Crédito Agrícola está numa situação "confortável" relativamente às exigências da `troika`
Lisboa, 25 nov (Lusa) - O grupo Crédito Agrícola está numa situação "confortável" relativamente às exigências de capital acordadas com a `troika` no memorando de entendimento, garantiu hoje o presidente, João Costa Pinto.
"O Crédito Agrícola tem um rácio `core tier 1` (capital sobre ativos ponderados de risco) de 12 por cento e tem um rácio de transformação, quanto à liquidez, inferior a 90 por cento. É um grupo financeiro que está portanto numa situação confortável relativamente às questões essenciais", disse o responsável aos jornalistas, no final da abertura do Congresso do Centenário do grupo Crédito Agrícola, em Lisboa.

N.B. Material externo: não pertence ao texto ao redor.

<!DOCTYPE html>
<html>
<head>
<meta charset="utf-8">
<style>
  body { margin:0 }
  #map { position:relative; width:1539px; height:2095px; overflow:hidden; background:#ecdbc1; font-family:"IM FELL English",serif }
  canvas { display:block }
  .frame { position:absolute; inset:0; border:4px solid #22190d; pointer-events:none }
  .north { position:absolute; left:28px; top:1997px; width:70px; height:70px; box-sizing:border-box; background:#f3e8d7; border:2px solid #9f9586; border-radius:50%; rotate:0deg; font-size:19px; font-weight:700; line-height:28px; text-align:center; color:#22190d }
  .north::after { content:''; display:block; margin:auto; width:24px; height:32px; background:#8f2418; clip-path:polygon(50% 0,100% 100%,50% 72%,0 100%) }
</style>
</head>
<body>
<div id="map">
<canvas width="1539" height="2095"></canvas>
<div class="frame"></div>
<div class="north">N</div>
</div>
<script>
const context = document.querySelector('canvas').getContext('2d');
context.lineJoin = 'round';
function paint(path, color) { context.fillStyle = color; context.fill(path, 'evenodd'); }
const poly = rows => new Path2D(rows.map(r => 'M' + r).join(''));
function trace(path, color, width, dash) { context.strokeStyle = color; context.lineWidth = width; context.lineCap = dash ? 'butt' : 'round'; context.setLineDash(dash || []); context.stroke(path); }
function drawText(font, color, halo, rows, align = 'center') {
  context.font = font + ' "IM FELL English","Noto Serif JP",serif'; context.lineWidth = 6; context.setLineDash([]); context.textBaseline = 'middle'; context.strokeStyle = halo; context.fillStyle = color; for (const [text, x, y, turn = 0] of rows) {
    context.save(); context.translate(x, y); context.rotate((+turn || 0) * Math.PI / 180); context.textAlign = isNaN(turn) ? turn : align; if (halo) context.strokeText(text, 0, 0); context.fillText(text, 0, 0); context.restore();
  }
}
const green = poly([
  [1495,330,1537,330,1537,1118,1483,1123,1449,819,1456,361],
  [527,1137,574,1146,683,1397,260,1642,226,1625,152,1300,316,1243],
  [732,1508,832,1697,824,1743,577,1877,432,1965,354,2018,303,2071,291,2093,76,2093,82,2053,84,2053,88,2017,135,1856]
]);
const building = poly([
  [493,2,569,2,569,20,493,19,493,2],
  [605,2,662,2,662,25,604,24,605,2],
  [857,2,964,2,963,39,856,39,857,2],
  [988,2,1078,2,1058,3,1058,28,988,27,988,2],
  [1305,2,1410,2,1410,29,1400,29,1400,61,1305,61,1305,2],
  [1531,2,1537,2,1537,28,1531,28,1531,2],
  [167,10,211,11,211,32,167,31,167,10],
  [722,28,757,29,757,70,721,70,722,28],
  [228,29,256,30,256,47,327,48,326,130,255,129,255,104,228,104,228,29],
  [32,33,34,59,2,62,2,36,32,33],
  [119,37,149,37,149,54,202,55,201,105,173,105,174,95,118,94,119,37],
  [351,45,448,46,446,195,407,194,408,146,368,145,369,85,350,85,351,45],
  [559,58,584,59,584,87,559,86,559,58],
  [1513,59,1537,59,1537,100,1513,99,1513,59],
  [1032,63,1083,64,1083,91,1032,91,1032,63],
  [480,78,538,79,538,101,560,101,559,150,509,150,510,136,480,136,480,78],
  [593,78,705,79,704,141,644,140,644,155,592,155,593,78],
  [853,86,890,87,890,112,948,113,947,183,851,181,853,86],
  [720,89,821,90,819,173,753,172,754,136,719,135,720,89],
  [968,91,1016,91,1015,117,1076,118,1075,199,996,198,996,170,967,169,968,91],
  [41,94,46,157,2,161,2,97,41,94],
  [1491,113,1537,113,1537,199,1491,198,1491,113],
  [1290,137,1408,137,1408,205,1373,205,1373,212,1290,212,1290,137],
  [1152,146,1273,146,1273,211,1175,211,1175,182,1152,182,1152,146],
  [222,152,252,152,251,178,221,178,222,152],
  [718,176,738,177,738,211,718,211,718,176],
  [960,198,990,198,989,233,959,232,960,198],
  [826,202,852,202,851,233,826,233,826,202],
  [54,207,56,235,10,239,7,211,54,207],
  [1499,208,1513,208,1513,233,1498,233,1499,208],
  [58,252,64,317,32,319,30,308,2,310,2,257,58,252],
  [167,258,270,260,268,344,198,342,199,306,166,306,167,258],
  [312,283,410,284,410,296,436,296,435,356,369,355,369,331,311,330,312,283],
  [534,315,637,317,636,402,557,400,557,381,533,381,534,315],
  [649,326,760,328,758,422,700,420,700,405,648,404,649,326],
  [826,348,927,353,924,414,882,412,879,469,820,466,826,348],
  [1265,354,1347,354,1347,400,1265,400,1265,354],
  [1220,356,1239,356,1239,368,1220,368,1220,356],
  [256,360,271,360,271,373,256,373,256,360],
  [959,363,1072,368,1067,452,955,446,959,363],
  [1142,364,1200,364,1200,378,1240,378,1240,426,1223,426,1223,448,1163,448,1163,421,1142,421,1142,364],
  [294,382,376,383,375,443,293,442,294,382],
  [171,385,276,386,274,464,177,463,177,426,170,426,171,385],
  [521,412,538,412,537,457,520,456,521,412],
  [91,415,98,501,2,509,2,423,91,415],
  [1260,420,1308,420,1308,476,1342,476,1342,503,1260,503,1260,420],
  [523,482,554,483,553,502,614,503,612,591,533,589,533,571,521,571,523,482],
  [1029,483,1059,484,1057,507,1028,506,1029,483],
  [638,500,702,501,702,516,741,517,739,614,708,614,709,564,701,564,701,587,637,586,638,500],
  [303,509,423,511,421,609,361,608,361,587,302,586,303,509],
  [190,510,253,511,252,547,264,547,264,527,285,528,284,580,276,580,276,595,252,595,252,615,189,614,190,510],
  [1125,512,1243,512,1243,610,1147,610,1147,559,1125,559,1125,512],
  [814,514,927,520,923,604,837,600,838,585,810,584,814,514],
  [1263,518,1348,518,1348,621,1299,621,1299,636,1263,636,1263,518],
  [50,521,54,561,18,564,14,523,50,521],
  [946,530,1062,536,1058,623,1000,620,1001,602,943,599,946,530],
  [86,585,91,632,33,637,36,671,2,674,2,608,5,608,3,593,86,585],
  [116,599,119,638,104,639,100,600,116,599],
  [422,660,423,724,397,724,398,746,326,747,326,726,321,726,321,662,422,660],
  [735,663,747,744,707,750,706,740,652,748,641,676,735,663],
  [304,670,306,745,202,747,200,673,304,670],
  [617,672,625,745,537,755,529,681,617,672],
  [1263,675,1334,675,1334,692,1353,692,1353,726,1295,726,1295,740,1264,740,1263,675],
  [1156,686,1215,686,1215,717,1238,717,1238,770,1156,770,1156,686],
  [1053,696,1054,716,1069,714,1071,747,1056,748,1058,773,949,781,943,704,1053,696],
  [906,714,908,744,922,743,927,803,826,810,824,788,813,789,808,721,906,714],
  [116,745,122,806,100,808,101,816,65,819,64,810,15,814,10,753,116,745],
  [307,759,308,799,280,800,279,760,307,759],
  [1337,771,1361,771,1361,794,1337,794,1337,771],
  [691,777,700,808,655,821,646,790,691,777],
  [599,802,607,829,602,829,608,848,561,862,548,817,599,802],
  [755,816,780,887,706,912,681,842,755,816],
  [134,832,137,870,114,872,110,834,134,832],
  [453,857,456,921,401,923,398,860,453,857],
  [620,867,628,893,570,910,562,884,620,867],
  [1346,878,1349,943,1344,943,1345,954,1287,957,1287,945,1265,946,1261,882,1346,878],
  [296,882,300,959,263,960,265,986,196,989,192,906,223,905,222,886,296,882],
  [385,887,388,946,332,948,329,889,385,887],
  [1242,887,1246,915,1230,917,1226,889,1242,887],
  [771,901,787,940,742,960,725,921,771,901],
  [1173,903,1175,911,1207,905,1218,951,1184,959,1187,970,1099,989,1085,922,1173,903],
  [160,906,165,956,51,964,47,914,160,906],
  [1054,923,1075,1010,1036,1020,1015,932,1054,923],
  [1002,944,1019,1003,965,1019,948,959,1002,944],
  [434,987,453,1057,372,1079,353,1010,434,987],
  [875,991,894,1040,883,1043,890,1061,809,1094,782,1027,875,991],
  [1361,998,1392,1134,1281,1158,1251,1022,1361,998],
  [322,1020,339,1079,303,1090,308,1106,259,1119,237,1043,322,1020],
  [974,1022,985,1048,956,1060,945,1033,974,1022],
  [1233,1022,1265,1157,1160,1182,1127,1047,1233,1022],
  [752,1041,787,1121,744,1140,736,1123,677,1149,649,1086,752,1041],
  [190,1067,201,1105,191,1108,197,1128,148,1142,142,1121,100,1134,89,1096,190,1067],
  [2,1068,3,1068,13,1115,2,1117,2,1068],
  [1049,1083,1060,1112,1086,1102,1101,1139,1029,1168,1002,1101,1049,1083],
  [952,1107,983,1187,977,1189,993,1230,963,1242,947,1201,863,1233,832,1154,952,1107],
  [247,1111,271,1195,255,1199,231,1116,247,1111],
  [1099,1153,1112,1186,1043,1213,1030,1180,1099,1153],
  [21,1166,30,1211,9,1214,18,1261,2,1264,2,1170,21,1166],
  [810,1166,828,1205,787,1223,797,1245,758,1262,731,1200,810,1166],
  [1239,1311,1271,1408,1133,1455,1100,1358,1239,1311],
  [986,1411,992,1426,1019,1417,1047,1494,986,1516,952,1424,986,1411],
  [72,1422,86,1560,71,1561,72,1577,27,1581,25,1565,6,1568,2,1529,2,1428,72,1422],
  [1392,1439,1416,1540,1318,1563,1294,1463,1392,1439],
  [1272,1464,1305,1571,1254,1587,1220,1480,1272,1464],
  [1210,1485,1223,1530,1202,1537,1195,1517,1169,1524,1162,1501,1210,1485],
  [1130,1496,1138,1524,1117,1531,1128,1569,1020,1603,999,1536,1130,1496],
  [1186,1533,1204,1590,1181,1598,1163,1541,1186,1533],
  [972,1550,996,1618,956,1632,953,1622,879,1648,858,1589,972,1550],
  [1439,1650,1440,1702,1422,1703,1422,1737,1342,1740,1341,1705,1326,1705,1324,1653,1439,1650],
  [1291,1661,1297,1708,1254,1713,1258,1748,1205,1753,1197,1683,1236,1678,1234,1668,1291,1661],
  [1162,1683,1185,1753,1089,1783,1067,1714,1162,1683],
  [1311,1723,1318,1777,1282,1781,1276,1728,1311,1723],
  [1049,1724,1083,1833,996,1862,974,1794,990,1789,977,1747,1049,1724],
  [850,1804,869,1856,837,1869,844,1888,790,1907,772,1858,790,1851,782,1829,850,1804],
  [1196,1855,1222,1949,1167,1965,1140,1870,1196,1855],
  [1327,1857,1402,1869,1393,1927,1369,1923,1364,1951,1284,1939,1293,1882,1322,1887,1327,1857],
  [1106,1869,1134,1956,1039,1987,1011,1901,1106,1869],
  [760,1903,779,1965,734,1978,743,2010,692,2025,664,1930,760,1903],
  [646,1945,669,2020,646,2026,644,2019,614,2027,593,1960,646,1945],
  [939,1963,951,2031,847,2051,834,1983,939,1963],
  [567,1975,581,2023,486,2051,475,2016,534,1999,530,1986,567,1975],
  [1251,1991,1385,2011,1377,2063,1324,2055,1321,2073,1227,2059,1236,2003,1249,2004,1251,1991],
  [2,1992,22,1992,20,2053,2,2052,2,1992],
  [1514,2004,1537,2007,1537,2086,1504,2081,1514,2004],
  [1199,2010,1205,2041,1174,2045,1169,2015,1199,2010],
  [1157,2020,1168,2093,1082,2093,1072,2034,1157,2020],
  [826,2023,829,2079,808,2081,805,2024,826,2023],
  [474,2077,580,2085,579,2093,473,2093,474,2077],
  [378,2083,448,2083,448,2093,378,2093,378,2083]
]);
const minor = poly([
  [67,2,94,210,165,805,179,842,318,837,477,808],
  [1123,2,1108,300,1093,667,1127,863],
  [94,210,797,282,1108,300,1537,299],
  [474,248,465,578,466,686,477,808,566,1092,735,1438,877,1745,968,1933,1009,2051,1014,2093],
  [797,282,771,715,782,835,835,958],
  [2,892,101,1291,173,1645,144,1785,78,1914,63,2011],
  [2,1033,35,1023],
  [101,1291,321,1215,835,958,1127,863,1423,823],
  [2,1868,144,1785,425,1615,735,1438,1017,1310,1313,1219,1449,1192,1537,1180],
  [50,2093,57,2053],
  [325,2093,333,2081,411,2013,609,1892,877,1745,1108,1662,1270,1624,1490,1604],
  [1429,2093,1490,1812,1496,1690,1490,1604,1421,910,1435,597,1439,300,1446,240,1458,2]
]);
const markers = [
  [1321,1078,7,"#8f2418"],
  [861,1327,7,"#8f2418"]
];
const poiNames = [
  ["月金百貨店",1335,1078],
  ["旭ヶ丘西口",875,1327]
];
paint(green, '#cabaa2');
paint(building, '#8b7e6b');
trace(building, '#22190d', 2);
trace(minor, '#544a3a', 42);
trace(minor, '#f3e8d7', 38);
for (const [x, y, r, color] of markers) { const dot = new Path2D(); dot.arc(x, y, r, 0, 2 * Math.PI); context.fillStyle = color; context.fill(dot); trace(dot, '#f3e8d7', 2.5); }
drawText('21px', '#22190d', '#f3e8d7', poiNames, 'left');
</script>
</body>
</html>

Os bancos têm que atingir um rácio `core tier 1` de 9 por cento até final do ano e 10 por cento em 2012 e reduzir o rácio de transformação de depósitos em crédito para 120 por cento até 2014, metas que as instituições consideram exigentes.
Segundo João Costa Pinto, o grupo está também "tranquilo" quanto aos resultados das inspeções que neste momento estão a ser feitas.
"Estamos convencidos que o Crédito Agrícola tem uma situação estrutural, quer do ponto de vista financeiro, quer do ponto de vista patrimonial, que o põe a coberto das pressões que estão a incidir sobre a banca por causa crise", acrescentou.
De acordo com o presidente do grupo, o Crédito Agrícola tem uma exposição à dívida portuguesa considerada "normal", mas não tem qualquer exposição noutros países.
"Concentramos a nossa atividade financeira sobretudo no Estado português, que continuamos a considerar um bom devedor. Confiamos na estabilidade da nossa economia e na capacidade do nosso pais para cumprir os seus compromissos", justificou.
Ao contrário da tendência no setor, o grupo Crédito Agrícola não tem previsto o fecho de agências e a rede de 85 balcões é para manter.